------ GIVEN INFORMATION

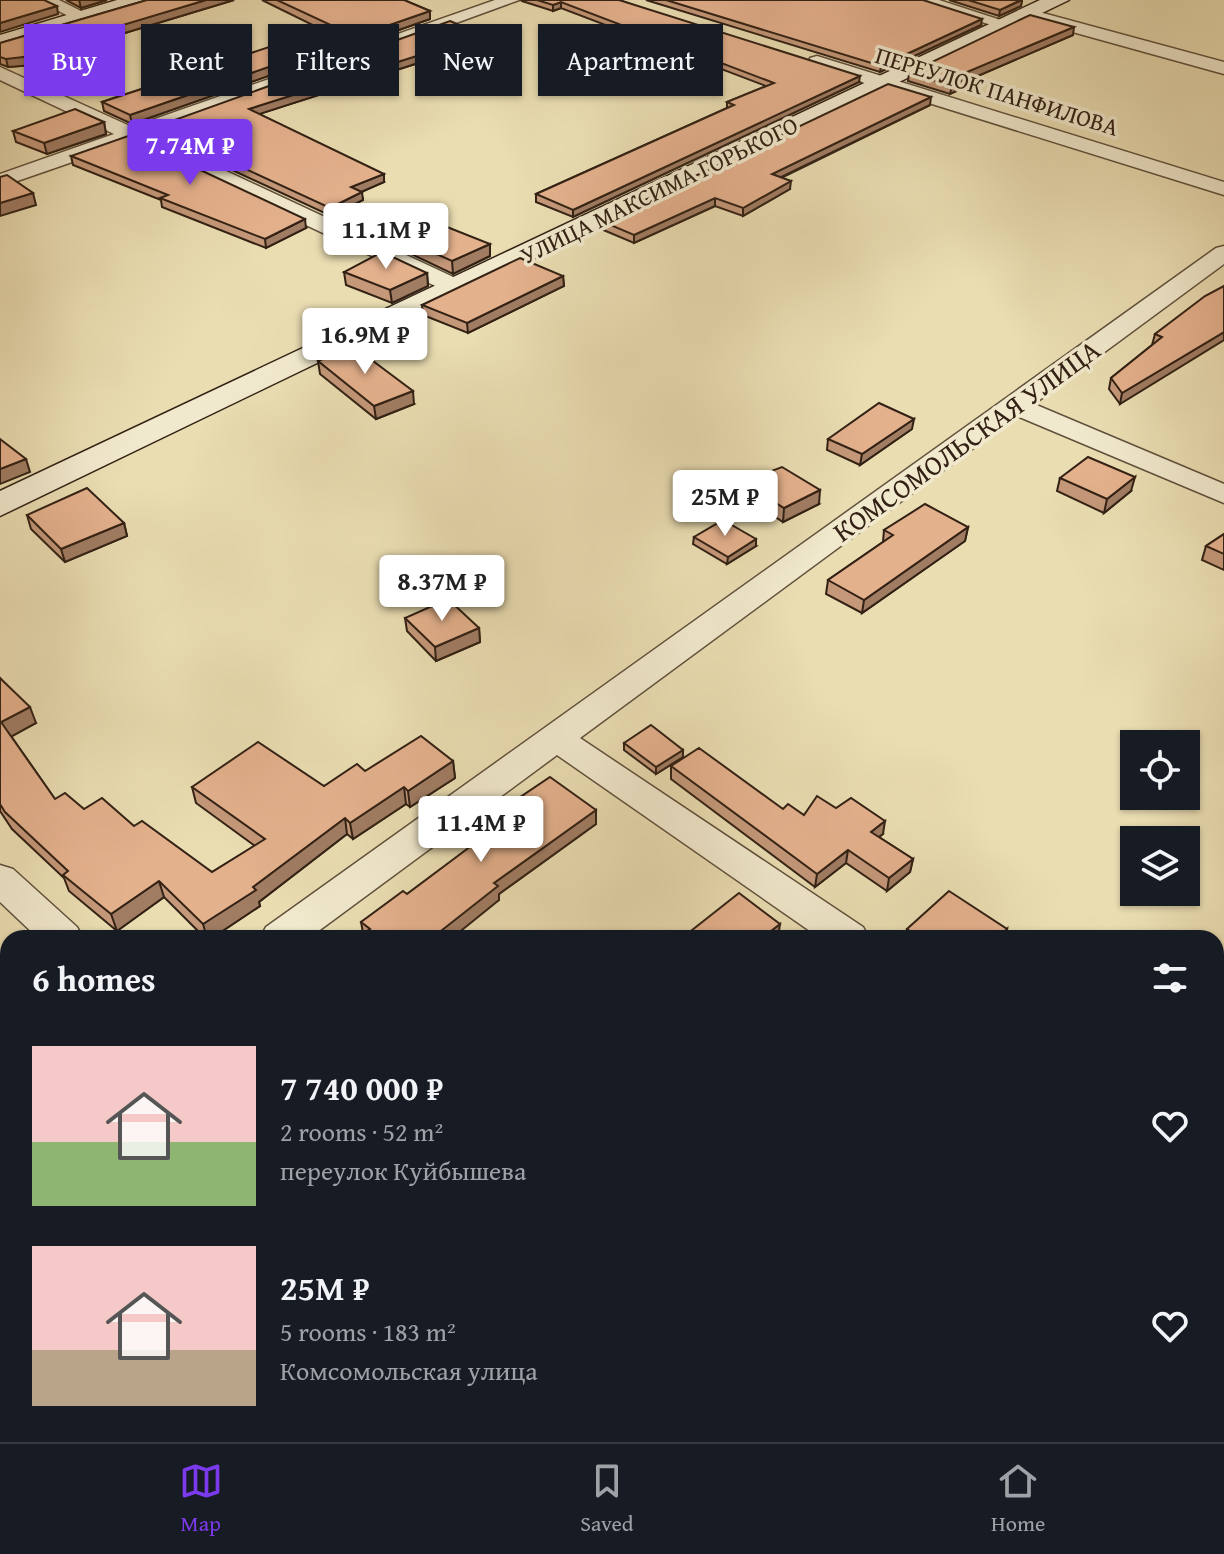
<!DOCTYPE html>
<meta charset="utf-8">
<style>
body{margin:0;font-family:"Gentium Book Plus",serif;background:#242831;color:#f1f3f6;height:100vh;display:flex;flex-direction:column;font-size:30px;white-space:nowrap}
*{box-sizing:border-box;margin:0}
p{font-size:26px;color:#9ea1a6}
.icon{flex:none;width:44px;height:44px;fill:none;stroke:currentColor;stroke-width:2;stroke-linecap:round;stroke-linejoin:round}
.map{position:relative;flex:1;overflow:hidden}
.drawer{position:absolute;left:0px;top:930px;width:1224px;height:512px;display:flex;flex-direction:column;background:#171b24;border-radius:24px 24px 0 0;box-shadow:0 2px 6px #0004}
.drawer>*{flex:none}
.banner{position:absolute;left:24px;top:24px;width:800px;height:72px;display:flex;gap:16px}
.fabs{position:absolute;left:1120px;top:730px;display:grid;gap:16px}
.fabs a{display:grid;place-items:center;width:80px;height:80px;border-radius:0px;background:#171b24;box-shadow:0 2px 6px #0004;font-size:40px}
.price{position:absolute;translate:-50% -68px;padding:0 18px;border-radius:8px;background:#fff;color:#222;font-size:26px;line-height:52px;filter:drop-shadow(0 2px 4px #0008)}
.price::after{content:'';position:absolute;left:50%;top:48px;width:24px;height:18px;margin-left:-12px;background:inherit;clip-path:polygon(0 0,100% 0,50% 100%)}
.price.active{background:#7c3aed;color:#fff}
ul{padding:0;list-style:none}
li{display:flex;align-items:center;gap:24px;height:200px;padding:0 32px}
li span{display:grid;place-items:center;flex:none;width:224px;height:160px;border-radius:0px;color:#555}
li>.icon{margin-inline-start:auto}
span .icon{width:96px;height:96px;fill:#fffc;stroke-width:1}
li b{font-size:34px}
h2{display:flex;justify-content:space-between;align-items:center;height:96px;padding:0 32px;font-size:34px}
.chip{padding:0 28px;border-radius:0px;background:#171b24;box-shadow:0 2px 6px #0004;font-size:28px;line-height:72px}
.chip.active{background:#7c3aed;color:#fff}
.tabs{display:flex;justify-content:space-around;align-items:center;height:112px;border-top:2px solid #363941;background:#171b24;font-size:22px;color:#9ea1a6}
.tabs a{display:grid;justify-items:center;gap:4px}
.tabs .active{color:#7c3aed}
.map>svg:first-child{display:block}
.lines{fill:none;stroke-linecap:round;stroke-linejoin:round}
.street-casing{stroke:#60503c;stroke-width:3}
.secondary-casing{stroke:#322114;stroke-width:3}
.street{fill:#f1e9cd;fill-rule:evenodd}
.secondary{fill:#f1e9cd;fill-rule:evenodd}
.wall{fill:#c49879;stroke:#322114;stroke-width:2}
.shaded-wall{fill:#a07c63;stroke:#322114;stroke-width:2}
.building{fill:#e4b18d;stroke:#322114;stroke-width:2}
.labels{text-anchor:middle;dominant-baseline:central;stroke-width:7;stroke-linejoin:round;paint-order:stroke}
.far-street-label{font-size:24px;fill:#322114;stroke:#f1e9cd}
.street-label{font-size:28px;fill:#322114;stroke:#f1e9cd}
</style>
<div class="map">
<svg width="1224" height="1442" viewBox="0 0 1224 1442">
<rect width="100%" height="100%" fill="#eaddb2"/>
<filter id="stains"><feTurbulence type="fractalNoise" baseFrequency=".0025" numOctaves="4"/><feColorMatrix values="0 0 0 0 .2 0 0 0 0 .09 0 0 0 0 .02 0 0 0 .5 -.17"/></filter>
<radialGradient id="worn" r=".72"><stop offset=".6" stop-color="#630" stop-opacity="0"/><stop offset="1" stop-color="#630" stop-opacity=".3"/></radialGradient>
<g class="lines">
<defs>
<g id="street">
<polygon points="37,0 59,0 93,17 90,21 78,21"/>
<polygon points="495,0 519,0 149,135 464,282 468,287 464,292 448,292 130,142 0,187 0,174 114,134 0,80 0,67 132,127"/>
<polygon points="913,0 939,0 1016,25 1007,30"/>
<polygon points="1028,9 1224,62 1224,74 1022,18 1019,14"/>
<polygon points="817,56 1224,182 1224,195 810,66 810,58"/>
<polygon points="1224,246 1224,264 1034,404 1224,484 1224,503 1017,416 580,738 863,927 869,938 820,938 557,755 309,938 260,938 266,927 1216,248"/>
<polygon points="0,865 13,869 77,927 83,938 38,938 0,902"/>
<polygon points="8,1117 8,1157 0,1160 0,1120"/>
<polygon points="1216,1169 1224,1172 1224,1216 1216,1213"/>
<polygon points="1224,1269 1224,1323 1216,1326 1216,1273"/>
<polygon points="1216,1356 1224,1360 1224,1412 1216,1409"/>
<polygon points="565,1434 621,1434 625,1442 568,1442"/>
<polygon points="1100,1434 1153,1434 1150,1442 1096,1442"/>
</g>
<g id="secondary">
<polygon points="117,0 152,0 149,5 0,49 0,35"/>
<polygon points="1040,0 1069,0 0,516 0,491"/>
</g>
</defs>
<!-- street casing -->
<use href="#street" class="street-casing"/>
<!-- secondary casing -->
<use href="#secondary" class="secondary-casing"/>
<!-- street -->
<use href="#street" class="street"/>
<!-- secondary -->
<use href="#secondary" class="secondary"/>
</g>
<!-- wall -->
<g class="wall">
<polygon points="66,0 107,0 81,8"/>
<polygon points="147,0 234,0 95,42 96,48 34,65 8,67 0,64 0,43"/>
<polygon points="262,0 404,0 430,11 430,19 132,124 104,111 102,102 323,30"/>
<polygon points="521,0 619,0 859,82 573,217 536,202 536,194 727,108 727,102 766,86 561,8 553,11 522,1"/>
<polygon points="646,0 923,0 981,25 880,72"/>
<polygon points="949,0 1022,0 1021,6 999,16"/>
<polygon points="1073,35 966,81 965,87 950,94 908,81 909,73"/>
<polygon points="478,40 439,52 440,56 259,114 384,182 361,192 363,200 331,216 157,135 155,127"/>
<polygon points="930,105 781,178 790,189 743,216 715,206 634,243 601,229 601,221"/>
<polygon points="104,122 106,134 47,154 16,142 13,131"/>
<polygon points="71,156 306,228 266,248 162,207 161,200 73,165"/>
<polygon points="405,240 490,244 490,256 453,274 407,252"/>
<polygon points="344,272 427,273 428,286 392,303 346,285"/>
<polygon points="563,276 564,286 468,333 423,315 422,305"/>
<polygon points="1224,286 1120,404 1109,389 1111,378 1152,345 1155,334"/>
<polygon points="318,361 414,404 376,419 320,374"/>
<polygon points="912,429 860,465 827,450 828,439"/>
<polygon points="1060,478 1131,491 1104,513 1057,491"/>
<polygon points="742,482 819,504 783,522 742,495"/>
<polygon points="27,515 124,523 127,536 65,562 31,529"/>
<polygon points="968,527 965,541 862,613 826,594 828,580 883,542 884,530"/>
<polygon points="1224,534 1224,570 1202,560 1206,546"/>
<polygon points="694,537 756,546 727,564 693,544"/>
<polygon points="405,618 479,628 480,642 436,661 407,631"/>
<polygon points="0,678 36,723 11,736 55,799 134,826 212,872 255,846 196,803 192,787 324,786 365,771 453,761 455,778 410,807 406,804 353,839 347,834 259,902 260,906 212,938 205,938 164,897 117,931 69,891 64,878 12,829 0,811"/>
<polygon points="624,743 683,750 683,757 656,774 624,750"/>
<polygon points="671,766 783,809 804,815 836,808 883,834 879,837 913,859 910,872 887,891 846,863 815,887 671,779"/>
<polygon points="596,810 596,824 499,894 499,900 363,933 361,922 407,894 491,832 489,818"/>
<polygon points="907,929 1005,938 905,938"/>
<polygon points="1216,1058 1224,1064 1224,1136 1220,1140 1216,1137"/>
<polygon points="290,1434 310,1434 301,1442 296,1442"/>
<polygon points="808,1434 945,1434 953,1442 815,1442"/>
</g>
<!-- shaded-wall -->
<g class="shaded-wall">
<polygon points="79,0 107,0 81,8"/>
<polygon points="206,0 234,0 95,42 96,48 34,65 8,67 6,59"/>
<polygon points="1022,0 1021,6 999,16 1000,10"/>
<polygon points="561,2 561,8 553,11 553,5"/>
<polygon points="57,6 58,14 0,32 0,23"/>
<polygon points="430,11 430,19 132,124 130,115"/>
<polygon points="982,19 981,25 880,72 881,66"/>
<polygon points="1074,27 1073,35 966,81 965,87 950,94 952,86 962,74"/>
<polygon points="478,33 478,40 439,52 440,56 250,117 249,109 433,46"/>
<polygon points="860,76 859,82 573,217 573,210"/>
<polygon points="931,97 930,105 771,182 772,174"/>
<polygon points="104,122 106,134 47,154 44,143"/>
<polygon points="384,174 384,182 352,196 351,187"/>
<polygon points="791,181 790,189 743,216 743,208"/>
<polygon points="362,192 363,200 331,216 330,208"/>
<polygon points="33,193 36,205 0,216 0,203"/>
<polygon points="715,198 715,206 634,243 634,235"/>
<polygon points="305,219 306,228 266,248 265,239"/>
<polygon points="490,244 490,256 453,274 452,261"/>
<polygon points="427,273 428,286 392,303 390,290"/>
<polygon points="563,276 564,286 468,333 467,323"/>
<polygon points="1224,332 1224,340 1120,404 1122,393"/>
<polygon points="413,391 414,404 376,419 374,406"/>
<polygon points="914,419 912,429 860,465 862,454"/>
<polygon points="26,459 30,472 0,484 0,469"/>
<polygon points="1135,477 1131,491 1104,513 1107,499"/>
<polygon points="820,490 819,504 783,522 784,508"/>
<polygon points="124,523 127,536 65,562 61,549"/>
<polygon points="968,527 965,541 862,613 864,600"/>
<polygon points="756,539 756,546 727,564 728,557"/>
<polygon points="479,628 480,642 436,661 435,647"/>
<polygon points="30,707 36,723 7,739 1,722"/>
<polygon points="683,750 683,757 656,774 656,767"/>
<polygon points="453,761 455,778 410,807 408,791"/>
<polygon points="404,787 406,804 353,839 350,823"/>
<polygon points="596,810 596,824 499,894 499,900 452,938 432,938 494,883"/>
<polygon points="345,818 347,834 259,902 260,906 212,938 207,938 203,924"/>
<polygon points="885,821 883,834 869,844 871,832"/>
<polygon points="848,850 846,863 815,887 817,874"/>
<polygon points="913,859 910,872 887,891 889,878"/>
<polygon points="159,881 164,897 117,931 111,914"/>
<polygon points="780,924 778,938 762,938"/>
<polygon points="1007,929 1005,938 998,938"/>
<polygon points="8,1058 8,1077 0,1082 0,1064"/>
<polygon points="8,1277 8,1295 0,1301 0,1283"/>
<polygon points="295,1434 310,1434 301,1442 297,1442"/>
</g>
<!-- building -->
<g class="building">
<polygon points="0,0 44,0 57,6 0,23"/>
<polygon points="147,0 206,0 86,36 94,39 32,56 6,59 0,57 0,43"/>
<polygon points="277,0 404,0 430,11 130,115 102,102 333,26"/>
<polygon points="537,0 619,0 860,76 573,210 536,194 734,105 727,102 774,83 561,2 553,5"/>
<polygon points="666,0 923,0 982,19 881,66"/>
<polygon points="968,0 1021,0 1000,10"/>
<polygon points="1030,15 1074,27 962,74 966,78 952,86 909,73"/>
<polygon points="450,21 478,33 433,46 439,49 249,109 384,174 351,187 362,192 330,208 155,127"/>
<polygon points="888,84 931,97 772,174 791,181 743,208 715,198 634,235 601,221"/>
<polygon points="75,109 104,122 44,143 13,131"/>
<polygon points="128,136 305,219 265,239 160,198 168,195 71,156"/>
<polygon points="7,175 33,193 0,203 0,177"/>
<polygon points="437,223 490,244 452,261 405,240"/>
<polygon points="382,252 427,273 390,290 344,272"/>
<polygon points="520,258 563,276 467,323 422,305"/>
<polygon points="1224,286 1224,332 1122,393 1111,378 1162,337 1155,334 1205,296"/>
<polygon points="353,346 413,391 374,406 318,361"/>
<polygon points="879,403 914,419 862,454 828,439"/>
<polygon points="0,439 26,459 0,469"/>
<polygon points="1088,457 1135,477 1107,499 1060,478"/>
<polygon points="782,467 820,490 784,508 742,482"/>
<polygon points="87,488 124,523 61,549 27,515"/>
<polygon points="925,504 968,527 864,600 828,580 893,535 884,530"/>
<polygon points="723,520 756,539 728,557 694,537"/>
<polygon points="1224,534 1224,554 1206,546"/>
<polygon points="448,599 479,628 435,647 405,618"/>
<polygon points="0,678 30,707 1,722 55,799 65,793 84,809 102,798 134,826 142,821 212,872 265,839 192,787 258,742 324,786 357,764 365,771 421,736 453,761 408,791 404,787 350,823 345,818 253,887 256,890 203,924 159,881 111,914 63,875 68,871 5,812 0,804"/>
<polygon points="651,725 683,750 656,767 624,743"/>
<polygon points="699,748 783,809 788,804 804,815 817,796 836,808 851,798 885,821 871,832 913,859 889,878 848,850 817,874 671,766"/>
<polygon points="550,777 596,810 494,883 498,886 432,938 355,938 370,929 361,922 403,891 407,894 499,825 489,818"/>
<polygon points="949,891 1007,929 998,938 920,938 907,929"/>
<polygon points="739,893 780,924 762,938 682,938"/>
<polygon points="0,1000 8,1008 8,1058 0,1064"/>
<polygon points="1216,1058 1224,1064 1224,1125 1216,1119"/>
<polygon points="8,1201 8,1277 0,1283 0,1207"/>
<polygon points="821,1434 945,1434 953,1442 828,1442"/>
</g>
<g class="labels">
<!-- far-street labels -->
<g class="far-street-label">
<text transform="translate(997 91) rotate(17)">ПЕРЕУЛОК ПАНФИЛОВА</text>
<text transform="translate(659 190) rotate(-26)">УЛИЦА МАКСИМА ГОРЬКОГО</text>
</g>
<!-- street labels -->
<g class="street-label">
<text transform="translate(966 440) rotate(-36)">КОМСОМОЛЬСКАЯ УЛИЦА</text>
</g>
</g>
<rect width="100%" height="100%" filter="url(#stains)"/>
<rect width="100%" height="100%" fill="url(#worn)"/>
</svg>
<div class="fabs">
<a><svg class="icon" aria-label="locate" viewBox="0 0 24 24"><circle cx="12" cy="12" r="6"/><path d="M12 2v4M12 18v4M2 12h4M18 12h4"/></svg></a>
<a><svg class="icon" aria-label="layers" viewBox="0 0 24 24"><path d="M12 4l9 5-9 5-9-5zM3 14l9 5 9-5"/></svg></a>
</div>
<b class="price active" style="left:190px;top:187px">7.74M ₽</b>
<b class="price" style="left:386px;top:271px">11.1M ₽</b>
<b class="price" style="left:365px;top:376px">16.9M ₽</b>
<b class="price" style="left:725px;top:538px">25M ₽</b>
<b class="price" style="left:442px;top:623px">8.37M ₽</b>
<b class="price" style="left:481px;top:864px">11.4M ₽</b>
<div class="banner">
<a class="chip active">Buy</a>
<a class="chip">Rent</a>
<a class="chip">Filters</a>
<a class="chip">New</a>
<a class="chip">Apartment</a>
</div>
<section class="drawer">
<h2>6 homes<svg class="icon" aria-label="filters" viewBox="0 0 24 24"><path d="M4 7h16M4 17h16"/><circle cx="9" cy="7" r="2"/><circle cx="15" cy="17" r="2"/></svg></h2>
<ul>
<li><span style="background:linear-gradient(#f6c9c9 60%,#8fb573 0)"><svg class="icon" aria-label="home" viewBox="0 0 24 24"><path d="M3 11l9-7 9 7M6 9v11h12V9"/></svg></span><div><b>7 740 000 ₽</b><p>2 rooms · 52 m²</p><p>переулок Куйбышева</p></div><svg class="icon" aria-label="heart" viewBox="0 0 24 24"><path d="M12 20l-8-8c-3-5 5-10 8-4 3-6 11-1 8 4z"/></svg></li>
<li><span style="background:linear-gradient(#f6c9c9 65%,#b9a48a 0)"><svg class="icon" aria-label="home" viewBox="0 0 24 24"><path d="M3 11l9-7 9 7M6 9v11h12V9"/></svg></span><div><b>25M ₽</b><p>5 rooms · 183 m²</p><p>Комсомольская улица</p></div><svg class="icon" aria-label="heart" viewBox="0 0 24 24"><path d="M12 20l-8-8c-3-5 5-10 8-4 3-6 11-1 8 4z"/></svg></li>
</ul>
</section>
</div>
<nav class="tabs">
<a class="active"><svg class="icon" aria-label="map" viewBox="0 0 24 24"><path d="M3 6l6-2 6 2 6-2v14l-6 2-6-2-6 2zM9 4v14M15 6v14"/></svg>Map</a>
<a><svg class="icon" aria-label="saved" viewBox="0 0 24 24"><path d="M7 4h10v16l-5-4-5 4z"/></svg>Saved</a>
<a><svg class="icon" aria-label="home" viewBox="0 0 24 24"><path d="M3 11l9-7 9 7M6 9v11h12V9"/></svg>Home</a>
</nav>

------------

* EXERCISE AIM
Give back, word for word, the lines of the records that run from the one holding "6 2 6-2v14l-6" to the very last.

* WRITTEN SOLUTION
<a class="active"><svg class="icon" aria-label="map" viewBox="0 0 24 24"><path d="M3 6l6-2 6 2 6-2v14l-6 2-6-2-6 2zM9 4v14M15 6v14"/></svg>Map</a>
<a><svg class="icon" aria-label="saved" viewBox="0 0 24 24"><path d="M7 4h10v16l-5-4-5 4z"/></svg>Saved</a>
<a><svg class="icon" aria-label="home" viewBox="0 0 24 24"><path d="M3 11l9-7 9 7M6 9v11h12V9"/></svg>Home</a>
</nav>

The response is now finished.